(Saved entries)
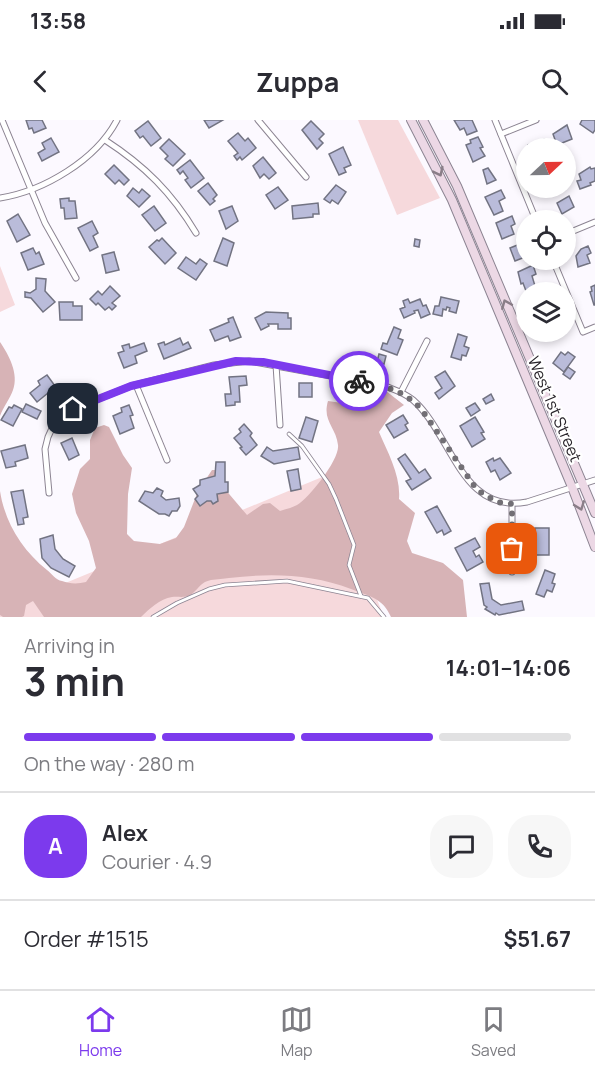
<!DOCTYPE html>
<meta charset="utf-8">
<style>
body{margin:0;font-family:Manrope,sans-serif;background:#f7f7f7;color:#2b2b33;height:100vh;display:flex;flex-direction:column;font-size:22px;white-space:nowrap}
*{box-sizing:border-box;margin:0}
p{font-size:20px;color:#7c7c81}
.icon{flex:none;width:33px;height:33px;fill:none;stroke:currentColor;stroke-width:2;stroke-linecap:round;stroke-linejoin:round}
.map{position:relative;height:497px;overflow:hidden}
.side{display:flex;flex-direction:column;background:#fff;flex:1}
.side>*{flex:none}
.needle{width:39px;rotate:68deg}
.buttons{position:absolute;left:516px;top:18px;display:grid;gap:12px}
.buttons a{display:grid;place-items:center;width:60px;height:60px;border-radius:50%;background:#fff;box-shadow:0 3px 9px #0003;font-size:30px}
.pin{position:absolute;display:grid;place-items:center;width:51px;height:51px;color:#fff;margin:-26px;border-radius:12px;box-shadow:0 3px 9px #0006}
.courier{position:absolute;display:grid;place-items:center;width:60px;height:60px;margin:-30px;border:4px solid #7c3aed;border-radius:50%;background:#fff;color:#222;box-shadow:0 2px 8px #0007}
.head em{font-style:normal;font-weight:700}
.head div{display:flex;flex-direction:column-reverse}
.head{display:flex;align-items:center;justify-content:space-between;height:102px;padding:0 24px}
h1{font-size:39px;font-weight:700;line-height:45px}
.bar{display:grid;grid-template-columns:repeat(4,1fr);gap:9px 6px;align-content:center;height:72px;padding:0 24px}
.bar i{height:8px;border-radius:4px;background:#e1e1e2}
.bar .active{background:#7c3aed}
.bar p{grid-column:span 4}
.line{display:flex;align-items:center;gap:15px;padding:0 24px;border-top:2px solid #e1e1e2}
.line div{flex:1}
.round{display:grid;place-items:center;flex:none;width:63px;height:63px;border-radius:24px;background:#f7f7f7}
.status{display:flex;justify-content:space-between;align-items:center;height:42px;padding:0 30px;background:#fff;direction:ltr}
.status svg{height:16px;fill:currentColor}
header{display:flex;justify-content:space-between;align-items:center;height:78px;padding:0 24px;background:#fff;font-size:27px;font-weight:700}
.tab-bar{display:flex;justify-content:space-around;align-items:center;height:84px;border-top:2px solid #e1e1e2;background:#fff;font-size:16px;color:#7c7c81}
.tab-bar a{display:grid;justify-items:center;gap:3px}
.tab-bar .active{color:#7c3aed}
.map>svg:first-child{display:block}
.green{fill:#f6d9dc}
.forest{fill:#d7b3b6}
.building{fill:#babcda;stroke:#727382;stroke-width:1.5}
.lines{fill:none;stroke-linecap:round;stroke-linejoin:round}
.service-casing{stroke:#8c8492;stroke-width:4.5}
.minor-casing{stroke:#8c8492;stroke-width:7}
.secondary-casing{stroke:#8c8492;stroke-width:10}
.service{stroke:#fff;stroke-width:3}
.minor{stroke:#fff;stroke-width:5}
.secondary{stroke:#ecd8e5;stroke-width:8}
.oneway{stroke:#8a7e88}
.done{stroke:#726f75;stroke-width:6;stroke-dasharray:0 10.8}
.route{stroke:#7c3aed;stroke-width:8}
.labels{text-anchor:middle;stroke-width:4.5;stroke-linejoin:round;paint-order:stroke}
.street-label{font-size:16px;fill:#28242a;stroke:#fff}
</style>
<div class="status"><b>13:58</b><svg viewBox="0 0 49 12"><path d="M0 12V9h3v3zM5 12V6h3v6zM10 12V3h3v9zM15 12V0h3v12zM26 1h20v11H26zM47 4h2v5h-2z"/></svg></div>
<header><svg class="icon" aria-label="back" viewBox="0 0 24 24"><path d="M15 5l-7 7 7 7"/></svg>Zuppa<svg class="icon" aria-label="search" viewBox="0 0 24 24"><circle cx="10" cy="10" r="6"/><path d="M15 15l6 6"/></svg></header>
<div class="map">
<svg width="595" height="497" viewBox="0 0 595 497">
<rect width="100%" height="100%" fill="#fcf9ff"/>
<g class="green">
<polygon points="358,0 398,0 440,78 397,95"/>
<polygon points="0,146 15,185 0,192"/>
<polygon points="327,355 384,497 0,497 0,490"/>
</g>
<g class="forest">
<path d="M0,222C9,235 19,254 13,270C10,279 3,287 0,296Z"/>
<path d="M386,271L404,285L392,293L379,312C388,333 401,356 399,379L415,393L407,421L412,433L443,443L463,460L467,497H391C383,478 369,476 351,469C312,454 271,453 229,458C224,459 217,459 211,460C201,462 200,467 193,473C187,479 179,476 172,477C160,479 149,489 141,497H44L33,481L26,485L24,496L22,497H3L0,495V371C5,403 22,430 47,450C52,454 56,460 62,461C70,464 78,464 86,462L96,448L89,421L76,393L72,374L80,349L90,339V320L95,308L104,305L109,307L123,335L132,348L128,374L127,414L134,421L160,424L176,418L184,407L198,371L212,350H218L224,368L247,395L263,384L270,383L280,391C285,389 292,388 297,385C309,378 340,339 338,325C336,307 322,301 328,281L356,285L370,272Z"/>
</g>
<g class="building">
<polygon points="26,0 42,0 46,8 34,13 32,8 29,9"/>
<polygon points="204,0 223,0 209,8"/>
<polygon points="454,0 472,0 477,11 467,15 464,8 460,10"/>
<polygon points="582,0 595,0 595,10 593,13 580,4"/>
<polygon points="148,1 161,18 151,26 143,16 140,18 135,11"/>
<polygon points="311,1 324,14 319,19 323,23 317,29 302,10"/>
<polygon points="567,5 572,19 557,25 553,14"/>
<polygon points="238,13 245,21 248,18 256,28 242,40 240,37 237,40 234,36 238,33 228,21"/>
<polygon points="478,17 483,27 480,28 485,36 473,42 466,25 471,23 470,20"/>
<polygon points="51,18 59,32 42,41 38,33 45,29 42,23"/>
<polygon points="169,19 185,34 173,46 165,39 168,36 160,28"/>
<polygon points="545,19 548,27 530,28 528,25"/>
<polygon points="343,27 351,45 344,48 346,52 339,55 329,34"/>
<polygon points="263,37 276,53 269,59 264,54 260,58 253,46"/>
<polygon points="190,40 204,58 191,68 185,60 188,58 183,51 180,54 177,50"/>
<polygon points="114,45 129,60 124,65 119,60 115,64 105,54"/>
<polygon points="590,47 591,49 595,48 595,61 590,63 591,65 580,69 577,61 581,60 579,54"/>
<polygon points="488,48 496,60 487,64 483,50"/>
<polygon points="208,63 217,75 213,79 215,81 210,85 198,71"/>
<polygon points="336,65 346,72 338,84 332,80 330,83 324,79"/>
<polygon points="278,67 288,80 275,89 266,75"/>
<polygon points="133,68 139,73 142,69 150,76 139,87 127,76"/>
<polygon points="501,70 505,78 499,81 503,91 494,95 485,77"/>
<polygon points="569,76 574,87 562,94 557,83"/>
<polygon points="69,78 69,81 75,81 77,98 65,99 64,88 61,88 60,79"/>
<polygon points="318,83 319,94 313,94 313,97 293,99 292,86"/>
<polygon points="154,86 166,103 155,111 142,95"/>
<polygon points="232,86 238,101 226,109 219,91"/>
<polygon points="18,94 30,115 17,122 7,101"/>
<polygon points="512,96 515,104 511,106 514,114 502,119 496,103"/>
<polygon points="92,101 98,113 93,116 98,127 90,131 78,108"/>
<polygon points="162,118 176,133 165,144 149,127 157,120 159,121"/>
<polygon points="223,118 234,123 227,146 214,141"/>
<polygon points="415,119 420,120 419,127 414,126"/>
<polygon points="520,124 525,137 515,141 510,128"/>
<polygon points="588,126 591,133 587,135 590,143 578,147 576,136 581,129"/>
<polygon points="33,128 36,134 39,132 44,144 28,150 21,133"/>
<polygon points="114,132 119,150 106,153 102,135"/>
<polygon points="186,137 196,144 200,139 207,144 196,160 178,148"/>
<polygon points="533,145 536,154 532,156 535,166 526,171 523,163 521,164 518,152"/>
<polygon points="36,158 46,159 45,171 55,182 43,192 31,178 25,177 25,172 30,173 36,169"/>
<polygon points="595,165 595,185 594,185 590,172 592,171 591,167"/>
<polygon points="110,166 120,176 112,183 116,186 112,190 109,187 105,190 98,183 96,185 90,179 98,171 102,175"/>
<polygon points="441,177 459,181 456,193 449,191 450,188 447,187 446,190 443,189 442,196 433,194 435,186 439,186"/>
<polygon points="408,179 410,183 420,179 423,186 426,185 430,194 421,198 418,190 414,191 415,193 404,198 400,189 405,187 403,181"/>
<polygon points="59,182 73,182 73,186 82,186 82,200 60,200"/>
<polygon points="266,192 288,193 288,198 291,198 291,209 278,209 278,204 268,204 269,206 261,210 255,198"/>
<polygon points="233,197 241,217 230,221 228,216 215,221 210,210 229,202 228,199"/>
<polygon points="394,207 401,210 398,218 403,220 397,235 381,229 383,223 387,224"/>
<polygon points="541,212 555,212 557,218 544,220"/>
<polygon points="458,214 467,217 464,226 469,228 466,236 462,235 461,240 451,237"/>
<polygon points="180,218 183,225 188,222 191,228 164,239 158,224 164,222 165,225"/>
<polygon points="144,223 147,231 135,236 137,243 124,248 118,233 124,231 122,226 129,224 130,228"/>
<polygon points="561,232 565,235 568,232 575,237 564,252 553,243"/>
<polygon points="379,234 386,236 384,244 377,242"/>
<polygon points="568,247 575,252 570,259 563,254"/>
<polygon points="445,251 455,266 439,279 435,273 442,268 435,257"/>
<polygon points="47,255 58,270 50,276 48,273 37,282 30,273 40,265 38,261"/>
<polygon points="246,256 247,265 239,266 240,282 235,282 235,285 226,286 225,274 231,274 229,257"/>
<rect x="299" y="263" width="13" height="14"/>
<polygon points="491,274 494,280 486,284 483,279"/>
<polygon points="475,283 480,290 471,296 466,288"/>
<polygon points="26,284 41,291 37,299 22,292"/>
<polygon points="14,285 22,289 13,306 1,300 9,287 12,288"/>
<polygon points="129,285 133,295 130,296 134,308 120,314 113,296 122,292 121,288"/>
<polygon points="403,295 408,303 405,305 408,310 394,318 386,305"/>
<polygon points="306,297 318,301 312,322 299,318"/>
<polygon points="475,297 484,312 481,313 485,319 472,327 460,306"/>
<polygon points="244,304 252,313 250,316 257,325 246,335 240,328 242,327 234,318 241,312 239,309"/>
<polygon points="72,318 79,335 69,340 61,323"/>
<polygon points="25,325 28,338 15,342 16,346 6,348 1,331"/>
<polygon points="267,327 273,331 298,327 300,339 274,344 261,336"/>
<polygon points="405,334 419,353 425,349 431,358 412,370 406,361 411,359 398,339"/>
<polygon points="493,338 494,341 500,338 511,353 500,360 495,350 491,352 486,342"/>
<polygon points="216,342 225,342 225,362 228,362 228,372 217,374 218,381 213,384 211,381 207,381 200,386 195,379 198,376 193,369 200,365 200,360 215,356"/>
<polygon points="298,349 301,369 291,371 287,351"/>
<polygon points="157,368 163,371 161,376 166,380 179,378 180,386 177,391 172,391 169,396 165,394 159,394 139,381 145,371 153,373"/>
<polygon points="23,370 28,397 23,398 24,404 18,405 11,372"/>
<polygon points="437,386 451,411 444,415 442,410 437,413 425,392"/>
<rect x="535" y="408" width="14" height="27"/>
<polygon points="53,415 55,429 63,439 75,446 69,457 51,448 42,438 40,419"/>
<polygon points="475,418 480,427 473,431 476,437 479,435 483,442 467,451 455,428"/>
<polygon points="545,450 555,454 552,463 555,464 552,472 547,470 544,477 536,474"/>
<polygon points="489,463 492,479 501,485 522,481 524,490 499,495 496,493 495,495 485,489 487,487 484,485 480,464"/>
</g>
<g class="lines">
<defs>
<g id="service">
<polyline points="289,314 302,326 329,364 336,379 354,425 349,445 361,476"/>
<polyline points="153,497 177,483 209,469 225,465 287,461 368,478 384,497"/>
</g>
<g id="minor">
<polyline points="2,0 45,103 76,158"/>
<polyline points="258,0 306,57"/>
<polyline points="495,0 536,100"/>
<polyline points="501,14 536,0"/>
<path d="M105,20C145,46 172,73 196,113"/>
<path d="M0,78C44,71 96,40 117,0"/>
<polyline points="566,114 595,102"/>
<polyline points="553,140 583,212 595,207"/>
<polyline points="276,245 280,305"/>
<polyline points="136,265 167,340"/>
<polyline points="401,272 427,221"/>
<path d="M49,373L45,329L48,317L54,304L73,289L131,266L214,245L249,241L385,266C395,270 405,273 413,280C452,314 461,395 527,382L595,360"/>
<polyline points="512,384 512,452"/>
</g>
<g id="secondary">
<polyline points="411,0 452,80 572,367 595,427"/>
<polyline points="423,0 457,66 595,393"/>
</g>
</defs>
<use href="#service" class="service-casing"/>
<use href="#minor" class="minor-casing"/>
<use href="#secondary" class="secondary-casing"/>
<use href="#service" class="service"/>
<use href="#minor" class="minor"/>
<use href="#secondary" class="secondary"/>
</g>
<defs><path id="oneway-chevron" d="M-2-3.5L2.5 0L-2 3.5" fill="none" stroke-width="1.6" stroke-linecap="round" stroke-linejoin="round" transform="scale(1.5)"/></defs>
<g class="oneway">
<use href="#oneway-chevron" transform="translate(439 52) rotate(64)"/>
<use href="#oneway-chevron" transform="translate(506 184) rotate(-113)"/>
<use href="#oneway-chevron" transform="translate(580 386) rotate(69)"/>
</g>
<g class="lines">
<path class="done" d="M359,261C385,266 404,270 422,290L477,370L497,382L512,384V429"/>
<polyline class="route" points="73,289 131,266 236,241 263,242 359,261"/>
</g>
<g class="labels">
<g class="street-label">
<text transform="translate(555 289) rotate(67)" y="6">West 1st Street</text>
</g>
</g>
</svg>
<div class="buttons">
<a><svg class="needle" viewBox="-14 -14 28 28"><path d="M0-13l5 13h-10z" fill="#e53935"/><path d="M0 13l5-13h-10z" fill="#7c7c81"/></svg></a>
<a><svg class="icon" aria-label="locate" viewBox="0 0 24 24"><circle cx="12" cy="12" r="6"/><path d="M12 2v4M12 18v4M2 12h4M18 12h4"/></svg></a>
<a><svg class="icon" aria-label="layers" viewBox="0 0 24 24"><path d="M12 4l9 5-9 5-9-5zM3 14l9 5 9-5"/></svg></a>
</div>
<div class="pin" style="left:512px;top:429px;background:#ea580c"><svg class="icon" aria-label="bag" viewBox="0 0 24 24"><path d="M5 8h14l-1 12H6zM9 8a3 3 0 0 1 6 0"/></svg></div>
<div class="pin" style="left:73px;top:289px;background:#1f2937"><svg class="icon" aria-label="home" viewBox="0 0 24 24"><path d="M3 11l9-7 9 7M6 9v11h12V9"/></svg></div>
<div class="courier" style="left:359px;top:261px"><svg class="icon" aria-label="bike" viewBox="0 0 24 24"><circle cx="6" cy="16" r="4"/><circle cx="18" cy="16" r="4"/><path d="M6 16l4-8h5l3 8M10 8l3 8H6M13 5h3"/></svg></div>
</div>
<section class="side">
<div class="head"><div><h1>3 min</h1><p>Arriving in</p></div><em>14:01–14:06</em></div>
<div class="bar"><i class="active"></i><i class="active"></i><i class="active"></i><i></i><p>On the way · 280 m</p></div>
<div class="line" style="height:108px"><b class="round" style="background:#7c3aed;color:#fff">A</b><div><b>Alex</b><p>Courier · 4.9</p></div><a class="round"><svg class="icon" aria-label="chat" viewBox="0 0 24 24"><path d="M4 5h16v11H9l-5 4z"/></svg></a><a class="round"><svg class="icon" aria-label="phone" viewBox="0 0 24 24"><path d="M5 4h4l2 5-3 2q2 4 5 5l2-3 5 2v4C11 20 4 13 5 4z"/></svg></a></div>
<div class="line" style="height:78px"><div>Order #1515</div><b>$51.67</b></div>
</section>
<nav class="tab-bar">
<a class="active"><svg class="icon" aria-label="home" viewBox="0 0 24 24"><path d="M3 11l9-7 9 7M6 9v11h12V9"/></svg>Home</a>
<a><svg class="icon" aria-label="map" viewBox="0 0 24 24"><path d="M3 6l6-2 6 2 6-2v14l-6 2-6-2-6 2zM9 4v14M15 6v14"/></svg>Map</a>
<a><svg class="icon" aria-label="saved" viewBox="0 0 24 24"><path d="M7 4h10v16l-5-4-5 4z"/></svg>Saved</a>
</nav>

■ To do
Total the lines in the records above that contain the string "oneway". Write only that total.

■ Exercise output
6